We are highly selective to what we wish to remember and cherish as fond memories to behold. There are a great many incidences, awkward and unattractive to our preferred picture of ourselves, which we tuck away and hope to one day utterly forget. Mistakes, blunders and troubles which had us quite unamused at the time, we believe may simply disappear and never resurface again. We are convinced that change is always around the corner and that the quality of our actions will improve with the kind passage of time. Yet these are all presumptions bearing no wisdom other than a blind plea to the gods high above, begging in secret that lady luck will eventually look on us favourably.
Our past is all stored away, all remembered somewhere in the nooks and crannies of our sight, emotions and senses. It is all there, much of it quite similar to the nature of an undeveloped film reel. Consider what must be done to develop the latter and you might just stumble on some interesting ideas on how one’s own memory can be revived to life in turn. For there is a need for impartiality towards all of this, a point of view which forgoes our indulgence in petty self-judgment and the utterly worthless emotions of shame and guilt which, left to do their work unchecked, will cause the same patterns of behaviour to fester and soon reap the same results again.
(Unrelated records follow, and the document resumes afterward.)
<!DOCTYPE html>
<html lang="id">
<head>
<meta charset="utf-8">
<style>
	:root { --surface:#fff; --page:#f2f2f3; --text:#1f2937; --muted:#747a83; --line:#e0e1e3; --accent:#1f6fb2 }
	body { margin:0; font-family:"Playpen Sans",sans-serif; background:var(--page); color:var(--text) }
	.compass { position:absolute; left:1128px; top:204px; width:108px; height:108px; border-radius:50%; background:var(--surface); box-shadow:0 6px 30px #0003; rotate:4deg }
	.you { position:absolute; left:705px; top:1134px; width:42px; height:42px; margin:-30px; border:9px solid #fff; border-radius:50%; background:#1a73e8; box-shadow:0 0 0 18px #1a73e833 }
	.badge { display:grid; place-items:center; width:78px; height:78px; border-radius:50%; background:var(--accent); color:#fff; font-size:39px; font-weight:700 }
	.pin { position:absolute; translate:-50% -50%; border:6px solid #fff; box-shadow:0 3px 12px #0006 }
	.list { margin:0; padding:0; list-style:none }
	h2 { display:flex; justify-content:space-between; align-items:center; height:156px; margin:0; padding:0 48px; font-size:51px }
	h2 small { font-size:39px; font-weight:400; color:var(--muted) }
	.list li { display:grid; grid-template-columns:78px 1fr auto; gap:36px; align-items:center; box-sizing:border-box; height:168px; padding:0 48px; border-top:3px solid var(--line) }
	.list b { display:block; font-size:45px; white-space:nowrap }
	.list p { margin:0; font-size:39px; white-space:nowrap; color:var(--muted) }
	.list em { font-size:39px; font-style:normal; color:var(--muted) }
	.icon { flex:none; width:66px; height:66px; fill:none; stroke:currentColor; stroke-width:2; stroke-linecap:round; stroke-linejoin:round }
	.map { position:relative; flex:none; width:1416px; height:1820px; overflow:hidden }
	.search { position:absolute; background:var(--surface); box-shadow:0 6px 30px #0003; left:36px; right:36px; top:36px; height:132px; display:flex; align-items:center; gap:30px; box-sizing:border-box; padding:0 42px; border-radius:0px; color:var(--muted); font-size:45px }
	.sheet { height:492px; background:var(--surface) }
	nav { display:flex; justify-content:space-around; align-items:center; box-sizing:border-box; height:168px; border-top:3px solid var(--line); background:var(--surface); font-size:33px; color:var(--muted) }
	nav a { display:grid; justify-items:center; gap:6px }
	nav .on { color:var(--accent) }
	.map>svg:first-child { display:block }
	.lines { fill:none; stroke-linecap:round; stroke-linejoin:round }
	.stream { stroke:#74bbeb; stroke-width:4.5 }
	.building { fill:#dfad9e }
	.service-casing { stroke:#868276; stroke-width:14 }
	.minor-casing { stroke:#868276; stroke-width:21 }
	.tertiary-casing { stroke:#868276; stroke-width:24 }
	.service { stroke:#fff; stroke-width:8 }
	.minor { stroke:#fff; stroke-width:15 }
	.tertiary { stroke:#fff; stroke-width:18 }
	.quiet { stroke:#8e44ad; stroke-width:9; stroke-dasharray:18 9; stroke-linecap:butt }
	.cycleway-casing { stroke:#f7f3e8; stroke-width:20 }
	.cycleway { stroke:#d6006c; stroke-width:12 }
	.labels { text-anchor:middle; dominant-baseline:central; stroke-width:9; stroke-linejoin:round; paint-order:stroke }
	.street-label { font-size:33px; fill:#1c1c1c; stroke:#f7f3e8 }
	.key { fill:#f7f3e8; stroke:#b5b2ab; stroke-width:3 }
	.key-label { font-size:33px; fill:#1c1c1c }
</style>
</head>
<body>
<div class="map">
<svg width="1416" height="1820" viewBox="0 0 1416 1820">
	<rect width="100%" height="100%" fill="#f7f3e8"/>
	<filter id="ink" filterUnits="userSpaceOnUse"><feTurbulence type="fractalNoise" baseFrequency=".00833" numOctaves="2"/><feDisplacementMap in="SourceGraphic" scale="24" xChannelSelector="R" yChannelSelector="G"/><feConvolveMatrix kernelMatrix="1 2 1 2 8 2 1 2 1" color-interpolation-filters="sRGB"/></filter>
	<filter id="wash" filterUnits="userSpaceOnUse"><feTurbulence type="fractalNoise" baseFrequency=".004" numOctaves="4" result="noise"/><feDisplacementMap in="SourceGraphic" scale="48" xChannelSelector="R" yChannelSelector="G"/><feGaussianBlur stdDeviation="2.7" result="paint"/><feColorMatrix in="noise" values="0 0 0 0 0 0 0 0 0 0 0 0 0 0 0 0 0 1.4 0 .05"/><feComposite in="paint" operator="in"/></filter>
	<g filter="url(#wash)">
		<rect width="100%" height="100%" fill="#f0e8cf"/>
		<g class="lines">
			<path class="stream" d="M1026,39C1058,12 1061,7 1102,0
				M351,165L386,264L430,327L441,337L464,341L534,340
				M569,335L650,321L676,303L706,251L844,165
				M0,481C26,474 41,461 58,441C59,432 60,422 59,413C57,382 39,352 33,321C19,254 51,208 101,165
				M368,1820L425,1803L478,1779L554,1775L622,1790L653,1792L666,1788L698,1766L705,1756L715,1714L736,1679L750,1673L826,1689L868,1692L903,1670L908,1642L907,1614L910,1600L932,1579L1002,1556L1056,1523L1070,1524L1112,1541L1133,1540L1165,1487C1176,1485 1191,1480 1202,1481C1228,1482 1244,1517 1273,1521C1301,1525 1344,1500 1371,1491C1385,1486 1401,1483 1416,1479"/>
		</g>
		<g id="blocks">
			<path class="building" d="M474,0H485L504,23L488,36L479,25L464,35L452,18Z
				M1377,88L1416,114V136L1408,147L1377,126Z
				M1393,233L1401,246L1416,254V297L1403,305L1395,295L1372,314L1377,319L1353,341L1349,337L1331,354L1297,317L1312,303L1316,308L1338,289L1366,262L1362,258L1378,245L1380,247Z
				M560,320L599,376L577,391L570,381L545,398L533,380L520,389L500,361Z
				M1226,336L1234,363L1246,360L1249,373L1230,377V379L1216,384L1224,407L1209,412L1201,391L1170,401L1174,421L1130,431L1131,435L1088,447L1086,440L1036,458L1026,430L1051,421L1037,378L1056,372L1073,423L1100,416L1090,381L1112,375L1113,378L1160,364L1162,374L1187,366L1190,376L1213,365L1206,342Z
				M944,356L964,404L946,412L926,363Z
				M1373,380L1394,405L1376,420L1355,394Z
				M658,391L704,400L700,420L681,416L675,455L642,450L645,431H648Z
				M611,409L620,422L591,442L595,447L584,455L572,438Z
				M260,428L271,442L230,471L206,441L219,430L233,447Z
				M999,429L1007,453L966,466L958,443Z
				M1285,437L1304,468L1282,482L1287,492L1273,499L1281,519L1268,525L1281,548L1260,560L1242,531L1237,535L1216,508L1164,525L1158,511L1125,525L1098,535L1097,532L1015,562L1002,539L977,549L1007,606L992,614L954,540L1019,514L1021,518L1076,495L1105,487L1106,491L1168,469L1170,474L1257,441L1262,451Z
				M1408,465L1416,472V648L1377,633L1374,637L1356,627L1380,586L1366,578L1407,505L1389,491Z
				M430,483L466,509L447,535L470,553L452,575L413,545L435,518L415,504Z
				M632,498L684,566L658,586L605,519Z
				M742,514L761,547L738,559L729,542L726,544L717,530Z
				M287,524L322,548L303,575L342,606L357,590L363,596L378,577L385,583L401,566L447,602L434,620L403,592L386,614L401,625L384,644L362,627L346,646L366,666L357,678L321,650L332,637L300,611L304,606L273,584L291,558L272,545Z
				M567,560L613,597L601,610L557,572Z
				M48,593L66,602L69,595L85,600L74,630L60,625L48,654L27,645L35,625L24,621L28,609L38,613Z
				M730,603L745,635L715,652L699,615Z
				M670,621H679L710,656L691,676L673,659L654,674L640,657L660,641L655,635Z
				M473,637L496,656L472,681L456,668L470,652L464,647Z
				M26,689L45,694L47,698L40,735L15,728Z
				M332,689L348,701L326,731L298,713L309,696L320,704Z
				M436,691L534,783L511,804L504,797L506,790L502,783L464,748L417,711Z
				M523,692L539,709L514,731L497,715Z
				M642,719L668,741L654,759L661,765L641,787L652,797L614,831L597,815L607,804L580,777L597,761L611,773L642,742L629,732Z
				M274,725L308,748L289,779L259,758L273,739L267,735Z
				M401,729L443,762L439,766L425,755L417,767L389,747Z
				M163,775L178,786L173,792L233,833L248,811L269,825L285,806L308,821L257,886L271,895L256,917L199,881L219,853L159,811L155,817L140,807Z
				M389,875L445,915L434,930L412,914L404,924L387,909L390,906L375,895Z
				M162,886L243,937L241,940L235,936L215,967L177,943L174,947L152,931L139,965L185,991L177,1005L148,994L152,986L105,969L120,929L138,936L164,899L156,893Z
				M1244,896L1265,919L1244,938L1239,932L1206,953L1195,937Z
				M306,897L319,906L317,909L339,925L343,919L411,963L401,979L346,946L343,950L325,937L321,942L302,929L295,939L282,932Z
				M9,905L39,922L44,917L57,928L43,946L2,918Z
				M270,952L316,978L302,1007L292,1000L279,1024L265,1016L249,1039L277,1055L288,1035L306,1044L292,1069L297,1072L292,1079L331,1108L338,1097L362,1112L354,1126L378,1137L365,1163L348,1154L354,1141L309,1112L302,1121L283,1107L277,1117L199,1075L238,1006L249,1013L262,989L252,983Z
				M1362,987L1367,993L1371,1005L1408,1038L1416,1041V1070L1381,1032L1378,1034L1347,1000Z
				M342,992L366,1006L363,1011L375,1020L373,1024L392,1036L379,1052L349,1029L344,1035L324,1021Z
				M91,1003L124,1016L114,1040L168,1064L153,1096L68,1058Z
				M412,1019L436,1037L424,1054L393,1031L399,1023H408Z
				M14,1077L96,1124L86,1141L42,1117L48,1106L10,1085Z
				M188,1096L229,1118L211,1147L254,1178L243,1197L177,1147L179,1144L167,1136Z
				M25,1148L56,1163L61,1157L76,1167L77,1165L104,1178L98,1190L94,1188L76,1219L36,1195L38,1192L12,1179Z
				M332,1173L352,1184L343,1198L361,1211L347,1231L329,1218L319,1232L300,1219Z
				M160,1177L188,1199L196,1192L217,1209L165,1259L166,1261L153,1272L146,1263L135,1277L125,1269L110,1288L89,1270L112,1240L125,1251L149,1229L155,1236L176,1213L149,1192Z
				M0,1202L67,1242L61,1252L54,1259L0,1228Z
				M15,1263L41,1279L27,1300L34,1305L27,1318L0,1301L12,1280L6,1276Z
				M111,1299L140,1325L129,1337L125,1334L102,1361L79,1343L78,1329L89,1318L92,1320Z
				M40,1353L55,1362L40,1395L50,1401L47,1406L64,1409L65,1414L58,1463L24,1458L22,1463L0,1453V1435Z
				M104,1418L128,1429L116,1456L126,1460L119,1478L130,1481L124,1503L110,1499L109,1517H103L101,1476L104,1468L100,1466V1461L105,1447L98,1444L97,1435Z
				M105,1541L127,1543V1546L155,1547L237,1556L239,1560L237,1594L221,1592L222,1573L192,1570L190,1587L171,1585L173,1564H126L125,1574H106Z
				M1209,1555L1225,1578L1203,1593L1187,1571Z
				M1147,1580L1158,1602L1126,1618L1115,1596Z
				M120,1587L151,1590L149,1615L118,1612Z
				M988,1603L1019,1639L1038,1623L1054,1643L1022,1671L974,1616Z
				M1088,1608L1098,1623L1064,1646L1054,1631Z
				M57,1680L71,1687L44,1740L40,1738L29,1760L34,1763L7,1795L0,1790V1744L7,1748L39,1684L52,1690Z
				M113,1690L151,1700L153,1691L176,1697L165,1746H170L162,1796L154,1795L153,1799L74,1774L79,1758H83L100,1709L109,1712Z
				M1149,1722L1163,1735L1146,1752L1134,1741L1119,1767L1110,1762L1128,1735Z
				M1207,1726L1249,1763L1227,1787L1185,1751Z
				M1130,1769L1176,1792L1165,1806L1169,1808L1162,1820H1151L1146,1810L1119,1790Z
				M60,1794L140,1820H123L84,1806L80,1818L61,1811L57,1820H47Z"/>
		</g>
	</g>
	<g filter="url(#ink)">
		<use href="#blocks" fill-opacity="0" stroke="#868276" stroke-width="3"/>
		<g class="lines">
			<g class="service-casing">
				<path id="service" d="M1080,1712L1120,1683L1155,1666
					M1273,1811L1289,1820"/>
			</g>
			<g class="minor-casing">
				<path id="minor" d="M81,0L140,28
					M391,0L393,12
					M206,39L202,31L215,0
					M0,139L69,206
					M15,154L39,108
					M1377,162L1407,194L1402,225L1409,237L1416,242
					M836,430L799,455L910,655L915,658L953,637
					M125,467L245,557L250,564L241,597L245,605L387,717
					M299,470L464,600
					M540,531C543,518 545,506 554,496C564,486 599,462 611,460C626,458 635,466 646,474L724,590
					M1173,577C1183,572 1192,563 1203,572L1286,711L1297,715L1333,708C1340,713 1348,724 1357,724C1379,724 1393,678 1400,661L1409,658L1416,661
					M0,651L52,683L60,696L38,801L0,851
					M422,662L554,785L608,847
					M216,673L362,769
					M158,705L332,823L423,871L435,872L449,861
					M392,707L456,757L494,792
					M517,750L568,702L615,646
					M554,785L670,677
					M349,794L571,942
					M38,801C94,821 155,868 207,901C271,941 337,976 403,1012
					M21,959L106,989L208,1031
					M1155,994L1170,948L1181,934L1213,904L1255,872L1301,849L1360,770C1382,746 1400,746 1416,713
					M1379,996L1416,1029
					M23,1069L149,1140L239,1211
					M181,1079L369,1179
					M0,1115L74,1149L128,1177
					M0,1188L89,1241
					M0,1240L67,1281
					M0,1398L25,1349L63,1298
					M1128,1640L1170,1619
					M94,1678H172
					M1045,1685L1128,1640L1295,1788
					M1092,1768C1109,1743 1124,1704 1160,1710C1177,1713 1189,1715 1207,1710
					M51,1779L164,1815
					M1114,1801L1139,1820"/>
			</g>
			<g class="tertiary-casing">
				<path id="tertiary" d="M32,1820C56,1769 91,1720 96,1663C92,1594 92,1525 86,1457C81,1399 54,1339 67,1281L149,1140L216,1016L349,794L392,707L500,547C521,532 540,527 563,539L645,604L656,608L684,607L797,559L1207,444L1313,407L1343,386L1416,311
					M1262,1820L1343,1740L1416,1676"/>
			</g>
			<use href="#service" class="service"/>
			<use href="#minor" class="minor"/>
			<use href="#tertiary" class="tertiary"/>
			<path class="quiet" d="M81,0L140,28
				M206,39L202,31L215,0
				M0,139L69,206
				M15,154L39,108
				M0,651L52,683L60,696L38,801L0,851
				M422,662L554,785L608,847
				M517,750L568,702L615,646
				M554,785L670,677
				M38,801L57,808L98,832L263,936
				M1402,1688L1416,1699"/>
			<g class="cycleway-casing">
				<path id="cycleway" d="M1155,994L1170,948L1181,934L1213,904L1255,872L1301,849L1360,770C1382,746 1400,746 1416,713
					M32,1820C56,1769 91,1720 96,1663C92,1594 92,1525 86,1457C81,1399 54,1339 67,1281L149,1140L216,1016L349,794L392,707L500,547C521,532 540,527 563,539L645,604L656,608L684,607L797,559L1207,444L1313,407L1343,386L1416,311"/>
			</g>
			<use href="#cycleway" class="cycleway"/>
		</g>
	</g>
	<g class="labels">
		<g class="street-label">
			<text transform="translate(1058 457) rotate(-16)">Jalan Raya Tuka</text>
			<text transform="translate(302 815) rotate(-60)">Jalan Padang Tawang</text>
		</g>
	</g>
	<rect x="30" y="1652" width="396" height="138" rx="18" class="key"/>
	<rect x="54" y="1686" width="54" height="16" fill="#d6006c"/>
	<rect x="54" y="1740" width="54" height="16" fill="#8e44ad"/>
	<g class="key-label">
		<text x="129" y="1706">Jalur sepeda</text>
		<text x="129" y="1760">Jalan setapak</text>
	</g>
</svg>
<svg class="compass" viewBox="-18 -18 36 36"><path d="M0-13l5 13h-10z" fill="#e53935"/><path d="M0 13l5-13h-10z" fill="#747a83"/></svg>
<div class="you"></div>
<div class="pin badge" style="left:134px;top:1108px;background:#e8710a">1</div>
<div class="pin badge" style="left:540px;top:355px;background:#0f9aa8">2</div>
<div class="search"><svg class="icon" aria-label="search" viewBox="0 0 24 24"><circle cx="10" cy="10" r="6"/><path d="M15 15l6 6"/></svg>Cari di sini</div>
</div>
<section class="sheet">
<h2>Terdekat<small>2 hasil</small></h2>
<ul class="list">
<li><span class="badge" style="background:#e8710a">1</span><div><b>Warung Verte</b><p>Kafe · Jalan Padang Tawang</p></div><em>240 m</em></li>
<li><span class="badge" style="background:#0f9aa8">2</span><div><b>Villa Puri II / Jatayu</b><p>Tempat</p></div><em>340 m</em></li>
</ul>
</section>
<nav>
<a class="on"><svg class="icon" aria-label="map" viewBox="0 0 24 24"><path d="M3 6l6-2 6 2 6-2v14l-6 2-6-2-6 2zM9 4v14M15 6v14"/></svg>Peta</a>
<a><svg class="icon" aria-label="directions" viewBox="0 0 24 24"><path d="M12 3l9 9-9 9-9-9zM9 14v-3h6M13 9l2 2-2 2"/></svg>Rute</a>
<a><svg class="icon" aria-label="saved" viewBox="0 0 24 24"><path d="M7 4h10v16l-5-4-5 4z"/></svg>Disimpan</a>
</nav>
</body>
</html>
A child will make mistakes and fall upon errors, like that of a poor grade on a test at school. One child will forgo studying his errors thoroughly and rush to go out and play instead, forgetting all about it. Another might just muster the necessary discipline to review attentively what his failings were and struggle to correct them so that he may not stumble upon the same mistakes again. However obvious this may sound, the jewels lie with one’s commitment to direct a higher dose of attention not only on those noteworthy errors in the past we wish to forget, but also the trivial and seemingly trite moments where nothing spectacular or extraordinary has come about. The closer one looks, the warmer the steps, and sooner or later a man will find that his attention has caught up to the present!
What is memory but a trail and echo of where we once were through the passage of time? Look upon the seconds, minutes, hours and their higher compositions of days, weeks, months and years. Our memory is the wake we leave through the waters of this experience and live on eternally as fingerprints which will never disappear. Someone must remember all of it and the only reason it needs remembering is because an ordinary and typical man isn’t even conscious of the present. The past becomes a chore to recall, for it is often left as untidy as a rock-n-roll-loving teenager’s bedroom. Everything has been thrown around and about, and the utility of what is buried beneath all the rubbish is itching to one day be rediscovered.